Executive Summary

One thing that people regularly do with data from sensors, like accelerometers, is quantify how much of a particular activity they do, but they rarely quantify how well they do it. In this project, we used data from accelerometers on the belt, forearm, arm, and dumbell from 6 participants. They were asked to perform barbell lifts correctly and incorrectly in 5 different ways. The goal of this project was to build a machine learning algorithm that predicted with high accuracy the manner in which the participants did the exercise. This was acheived with a Random Forest. This algorithm predicted correctly all of 20 test cases.

Data Loading Into R

First, we load the dataset into r and prepare and transform the data to create an analytical data set.

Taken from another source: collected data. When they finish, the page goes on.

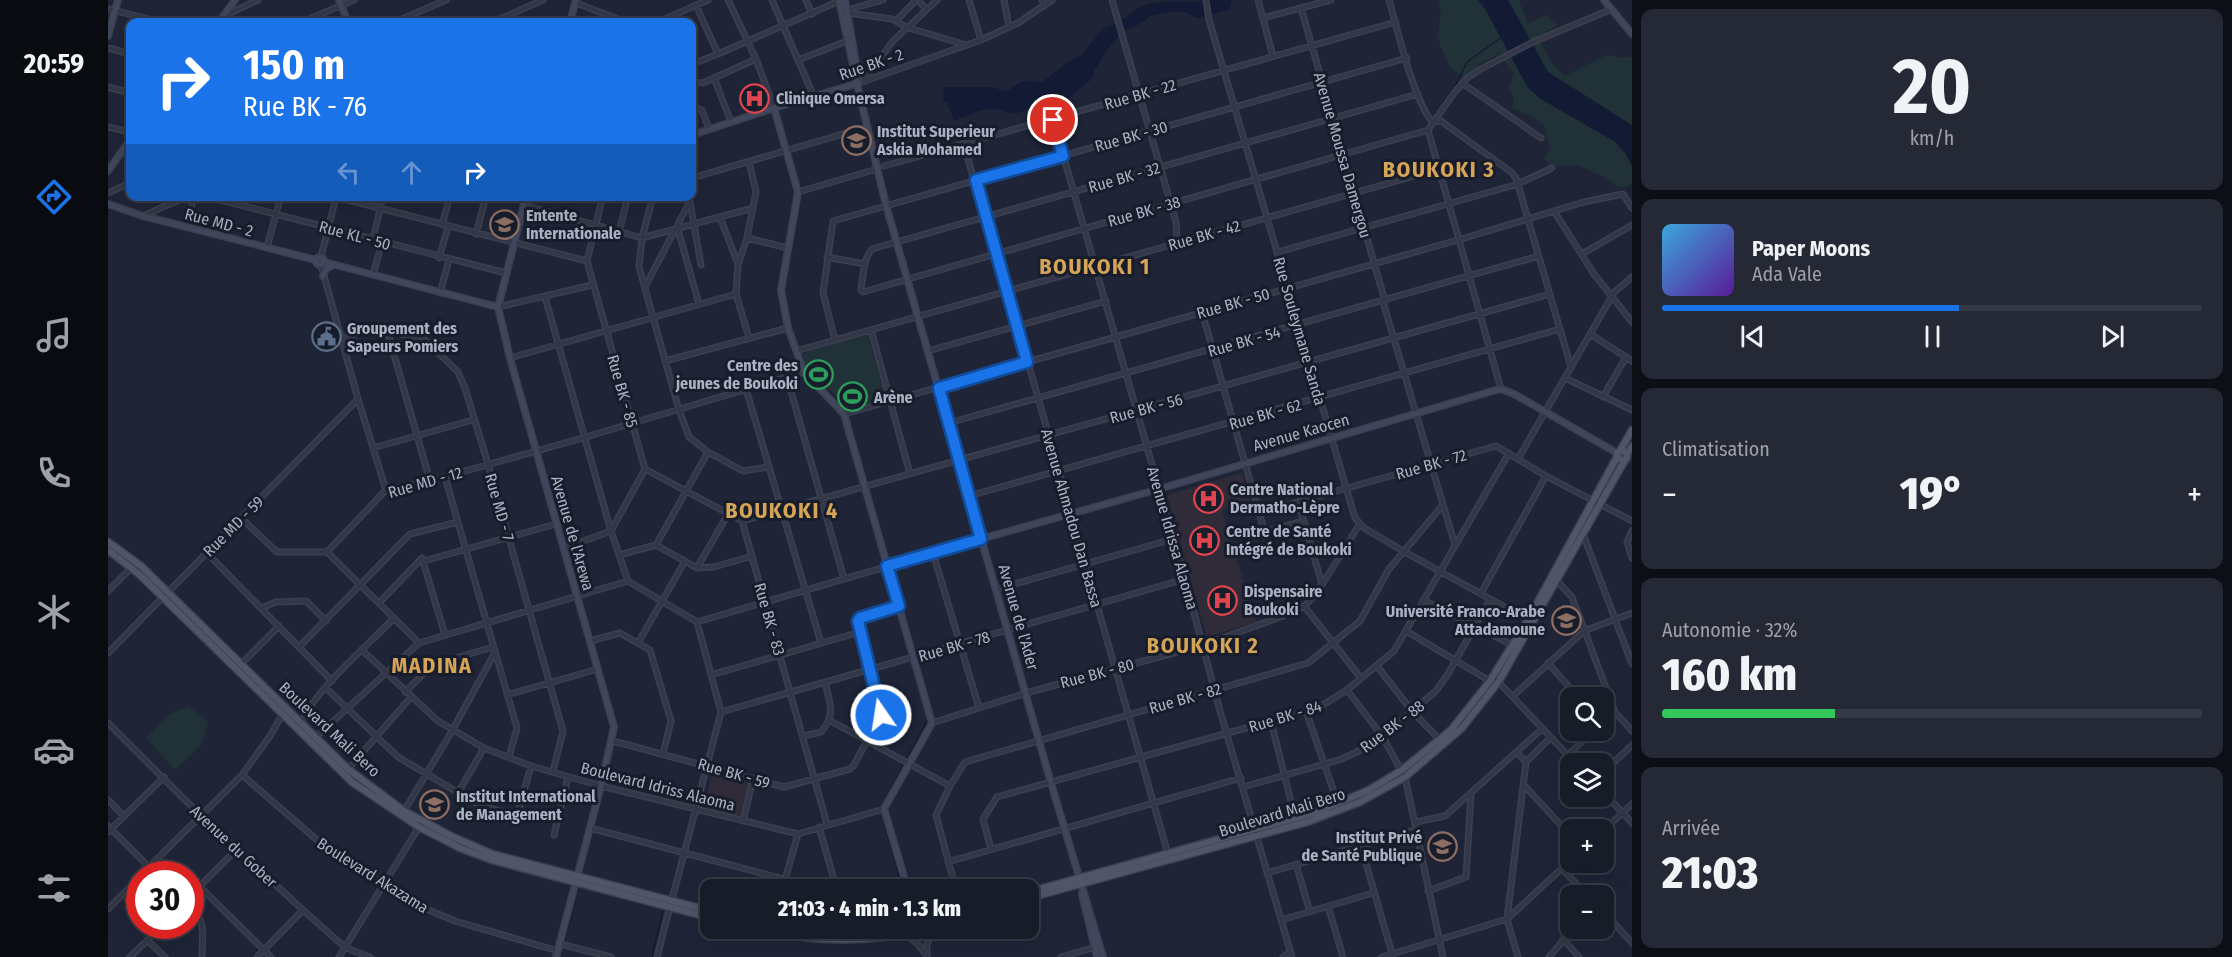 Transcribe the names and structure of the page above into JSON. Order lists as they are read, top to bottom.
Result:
{
  "streets": {
    "main road": ["Boulevard Mali Bero"],
    "street": [
      "Rue BK - 2",
      "Rue BK - 22",
      "Rue BK - 30",
      "Avenue Moussa Damergou",
      "Rue BK - 32",
      "Rue BK - 38",
      "Rue MD - 2",
      "Rue KL - 50",
      "Rue BK - 42",
      "Rue BK - 50",
      "Rue Souleymane Sanda",
      "Rue BK - 54",
      "Rue BK - 85",
      "Rue BK - 56",
      "Rue BK - 62",
      "Avenue Kaocen",
      "Rue BK - 72",
      "Rue MD - 12",
      "Rue MD - 7",
      "Avenue Ahmadou Dan Bassa",
      "Rue MD - 59",
      "Avenue de l'Arewa",
      "Avenue Idrissa Alaoma",
      "Avenue de l'Ader",
      "Rue BK - 83",
      "Rue BK - 78",
      "Rue BK - 80",
      "Rue BK - 82",
      "Rue BK - 84",
      "Rue BK - 88",
      "Rue BK - 59",
      "Boulevard Idriss Alaoma",
      "Avenue du Gober",
      "Boulevard Akazama"
    ]
  },
  "crossings": [
    ["Rue BK - 2", "Avenue de l'Ader"],
    ["Rue BK - 22", "Avenue Moussa Damergou"],
    ["Rue BK - 22", "Rue Souleymane Sanda"],
    ["Rue BK - 22", "Avenue Ahmadou Dan Bassa"],
    ["Rue BK - 22", "Avenue Idrissa Alaoma"],
    ["Rue BK - 22", "Avenue de l'Ader"],
    ["Rue BK - 30", "Avenue Moussa Damergou"],
    ["Rue BK - 30", "Rue BK - 42"],
    ["Rue BK - 30", "Rue Souleymane Sanda"],
    ["Rue BK - 30", "Avenue Ahmadou Dan Bassa"],
    ["Rue BK - 30", "Avenue Idrissa Alaoma"],
    ["Rue BK - 30", "Avenue de l'Ader"],
    ["Avenue Moussa Damergou", "Rue BK - 32"],
    ["Avenue Moussa Damergou", "Rue BK - 38"],
    ["Avenue Moussa Damergou", "Rue BK - 42"],
    ["Avenue Moussa Damergou", "Rue BK - 50"],
    ["Avenue Moussa Damergou", "Rue BK - 54"],
    ["Avenue Moussa Damergou", "Rue BK - 56"],
    ["Avenue Moussa Damergou", "Rue BK - 62"],
    ["Avenue Moussa Damergou", "Avenue Kaocen"],
    ["Avenue Moussa Damergou", "Rue BK - 72"],
    ["Avenue Moussa Damergou", "Rue BK - 82"],
    ["Avenue Moussa Damergou", "Rue BK - 84"],
    ["Rue BK - 32", "Rue BK - 38"],
    ["Rue BK - 32", "Rue Souleymane Sanda"],
    ["Rue BK - 32", "Avenue Ahmadou Dan Bassa"],
    ["Rue BK - 32", "Avenue Idrissa Alaoma"],
    ["Rue BK - 32", "Avenue de l'Ader"],
    ["Rue BK - 38", "Rue Souleymane Sanda"],
    ["Rue BK - 38", "Avenue Ahmadou Dan Bassa"],
    ["Rue BK - 38", "Avenue Idrissa Alaoma"],
    ["Rue BK - 38", "Avenue de l'Ader"],
    ["Rue MD - 2", "Avenue de l'Arewa"],
    ["Rue KL - 50", "Avenue de l'Arewa"],
    ["Rue BK - 42", "Rue Souleymane Sanda"],
    ["Rue BK - 42", "Avenue Ahmadou Dan Bassa"],
    ["Rue BK - 42", "Avenue Idrissa Alaoma"],
    ["Rue BK - 42", "Avenue de l'Ader"],
    ["Rue BK - 50", "Rue Souleymane Sanda"],
    ["Rue BK - 50", "Avenue Ahmadou Dan Bassa"],
    ["Rue BK - 50", "Avenue Idrissa Alaoma"],
    ["Rue BK - 50", "Avenue de l'Ader"],
    ["Rue Souleymane Sanda", "Rue BK - 54"],
    ["Rue Souleymane Sanda", "Rue BK - 56"],
    ["Rue Souleymane Sanda", "Rue BK - 62"],
    ["Rue Souleymane Sanda", "Avenue Kaocen"],
    ["Rue Souleymane Sanda", "Rue BK - 72"],
    ["Rue Souleymane Sanda", "Rue BK - 80"],
    ["Rue BK - 54", "Avenue Ahmadou Dan Bassa"],
    ["Rue BK - 54", "Avenue Idrissa Alaoma"],
    ["Rue BK - 54", "Avenue de l'Ader"],
    ["Rue BK - 85", "Rue MD - 12"],
    ["Rue BK - 56", "Avenue Ahmadou Dan Bassa"],
    ["Rue BK - 56", "Avenue Idrissa Alaoma"],
    ["Rue BK - 56", "Avenue de l'Ader"],
    ["Rue BK - 56", "Rue BK - 83"],
    ["Rue BK - 62", "Avenue Ahmadou Dan Bassa"],
    ["Rue BK - 62", "Avenue Idrissa Alaoma"],
    ["Rue BK - 62", "Avenue de l'Ader"],
    ["Avenue Kaocen", "Avenue Ahmadou Dan Bassa"],
    ["Avenue Kaocen", "Avenue Idrissa Alaoma"],
    ["Avenue Kaocen", "Avenue de l'Ader"],
    ["Rue BK - 72", "Rue BK - 84"],
    ["Rue BK - 72", "Boulevard Mali Bero"],
    ["Rue MD - 12", "Rue MD - 7"],
    ["Rue MD - 12", "Avenue de l'Arewa"],
    ["Rue MD - 7", "Boulevard Idriss Alaoma"],
    ["Avenue Ahmadou Dan Bassa", "Rue BK - 78"],
    ["Avenue Ahmadou Dan Bassa", "Rue BK - 80"],
    ["Avenue Ahmadou Dan Bassa", "Rue BK - 82"],
    ["Avenue Ahmadou Dan Bassa", "Rue BK - 84"],
    ["Avenue Ahmadou Dan Bassa", "Boulevard Mali Bero"],
    ["Rue MD - 59", "Boulevard Mali Bero"],
    ["Avenue de l'Arewa", "Boulevard Mali Bero"],
    ["Avenue de l'Arewa", "Rue BK - 59"],
    ["Avenue de l'Arewa", "Boulevard Idriss Alaoma"],
    ["Avenue de l'Arewa", "Boulevard Akazama"],
    ["Avenue Idrissa Alaoma", "Rue BK - 78"],
    ["Avenue Idrissa Alaoma", "Rue BK - 80"],
    ["Avenue Idrissa Alaoma", "Rue BK - 82"],
    ["Avenue Idrissa Alaoma", "Rue BK - 84"],
    ["Avenue Idrissa Alaoma", "Rue BK - 88"],
    ["Avenue Idrissa Alaoma", "Boulevard Mali Bero"],
    ["Avenue de l'Ader", "Rue BK - 78"],
    ["Avenue de l'Ader", "Rue BK - 80"],
    ["Avenue de l'Ader", "Rue BK - 82"],
    ["Avenue de l'Ader", "Rue BK - 84"],
    ["Avenue de l'Ader", "Boulevard Mali Bero"],
    ["Rue BK - 83", "Rue BK - 78"],
    ["Rue BK - 83", "Rue BK - 59"],
    ["Rue BK - 78", "Rue BK - 59"]
  ],
  "districts": [
    "BOUKOKI 3",
    "BOUKOKI 1",
    "BOUKOKI 4",
    "BOUKOKI 2",
    "MADINA"
  ],
  "places": {
    "hospital": [
      "Clinique Omersa",
      "Centre National Dermatho-Lèpre",
      "Centre de Santé Intégré de Boukoki",
      "Dispensaire Boukoki"
    ],
    "school or university": [
      "Institut Superieur Askia Mohamed",
      "Entente Internationale",
      "Université Franco-Arabe Attadamoune",
      "Institut International de Management",
      "Institut Privé de Santé Publique"
    ],
    "public building": ["Groupement des Sapeurs Pomiers"],
    "sports": ["Centre des jeunes de Boukoki", "Arène"]
  },
  "page": {
    "tabs": "20:59",
    "tile": [
      ["20", "km/h"],
      "Climatisation",
      ["Autonomie · 32%", "160 km"],
      ["Arrivée", "21:03"]
    ],
    "turn": ["150 m", "Rue BK - 76"],
    "song": ["Paper Moons", "Ada Vale"],
    "heat": ["−", "19°", "+"],
    "map_buttons": ["+", "−"],
    "limit": "30",
    "trip": "21:03 · 4 min · 1.3 km"
  }
}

# Downloading the datasets
urlTraining <- "https://d396qusza40orc.cloudfront.net/predmachlearn/pml-training.csv"
urlTest <- "https://d396qusza40orc.cloudfront.net/predmachlearn/pml-testing.csv"
download.file(urlTraining, "pml-training.csv", method="curl")
download.file(urlTest, "pml-testing.csv", method="curl")

## Reading data into R
train <- read.csv("./pml-training.csv", sep=",", header=T, na.strings = c("NA", ""), stringsAsFactors=FALSE)
test <- read.csv("./pml-testing.csv", sep=",", header=T, na.strings = c("NA", ""), stringsAsFactors=FALSE)
dim(train); dim(test)
## [1] 19622   160
## [1]  20 160

Data Transformation and Preprocessing Strategy

The data is quite “dirty” with a lot of missing value and zero covariates. We choose the following strategy to improve the data quality:

  1. There are a lot of missing values in 96 columns. We choose to delete them from the datasets.
  2. The variable “new_window” has almost no variance. We choose to remove it from the analytical dataset.
  3. A few variables have no explainatory power in order to predict our outcome “classe” (X, user_name, raw_timestamp_part_1, raw_timestamp_part_2, cvtd_timestamp, num_window). We choose to remove them from the dataset.
  4. A lot of numeric variables are listed as integers. We convert them to numeric values.
  5. We convert the outcome “classe” to a factor variable
  6. There is a large number of predictors. We will run a correlation analysis to check for possible multicollinearity among predictors.
## Calculate the total number of missing values per column and removing them.
allmisscols <- sapply(train, function(x) sum(is.na(x)));# allmisscols
colswithallmiss <-names(allmisscols[allmisscols>0])
trainingTrs <- train[ , -which(names(train) %in% colswithallmiss)]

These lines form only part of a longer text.